[WORK REQUIRED] The lines to find are those in the entries that hold the word "value"; copy every one of them.

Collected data
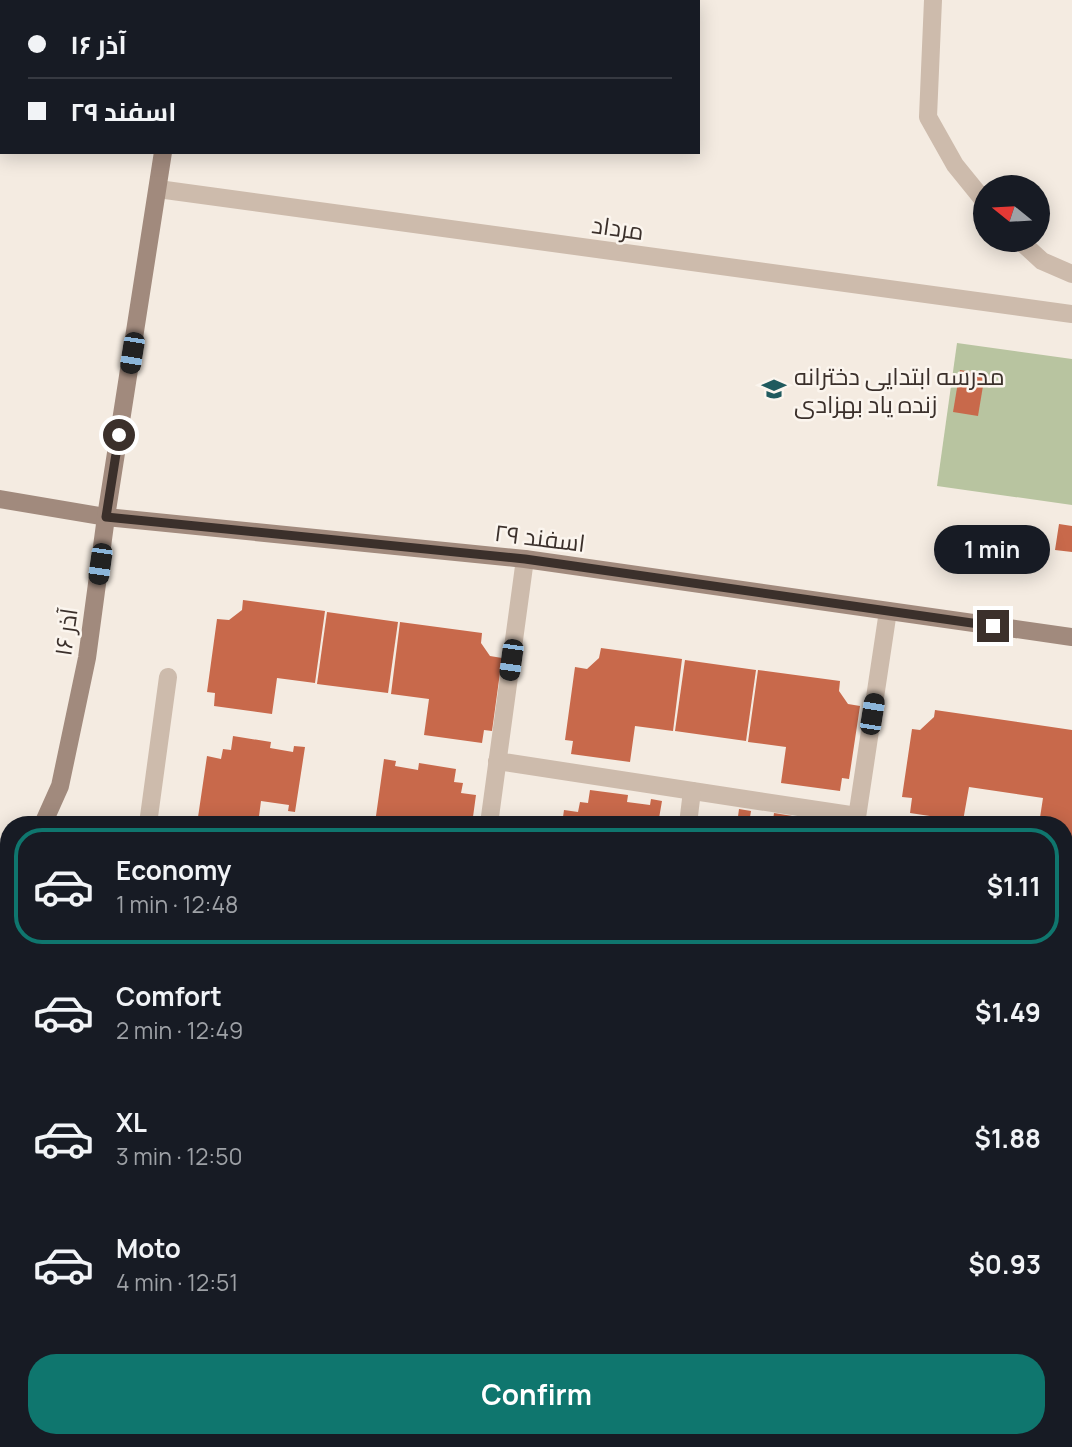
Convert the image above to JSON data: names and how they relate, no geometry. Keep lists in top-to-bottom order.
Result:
{
  "streets": {
    "main road": ["۲۹ اسفند", "۱۶ آذر"],
    "street": ["مرداد"]
  },
  "crossings": [
    ["مرداد", "۱۶ آذر"],
    ["۲۹ اسفند", "۱۶ آذر"]
  ],
  "places": {
    "school or university": ["مدرسه ابتدایی دخترانه زنده یاد بهزادی"]
  },
  "north": "left",
  "page": {
    "banner": ["۱۶ آذر", "۲۹ اسفند"],
    "bubble": "1 min",
    "list": [
      {
        "name": "Economy",
        "note": "1 min · 12:48",
        "value": "$1.11"
      },
      {
        "name": "Comfort",
        "note": "2 min · 12:49",
        "value": "$1.49"
      },
      {
        "name": "XL",
        "note": "3 min · 12:50",
        "value": "$1.88"
      },
      {
        "name": "Moto",
        "note": "4 min · 12:51",
        "value": "$0.93"
      }
    ],
    "buttons": "Confirm"
  }
}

[ANSWER AREA]
        "value": "$1.11"
        "value": "$1.49"
        "value": "$1.88"
        "value": "$0.93"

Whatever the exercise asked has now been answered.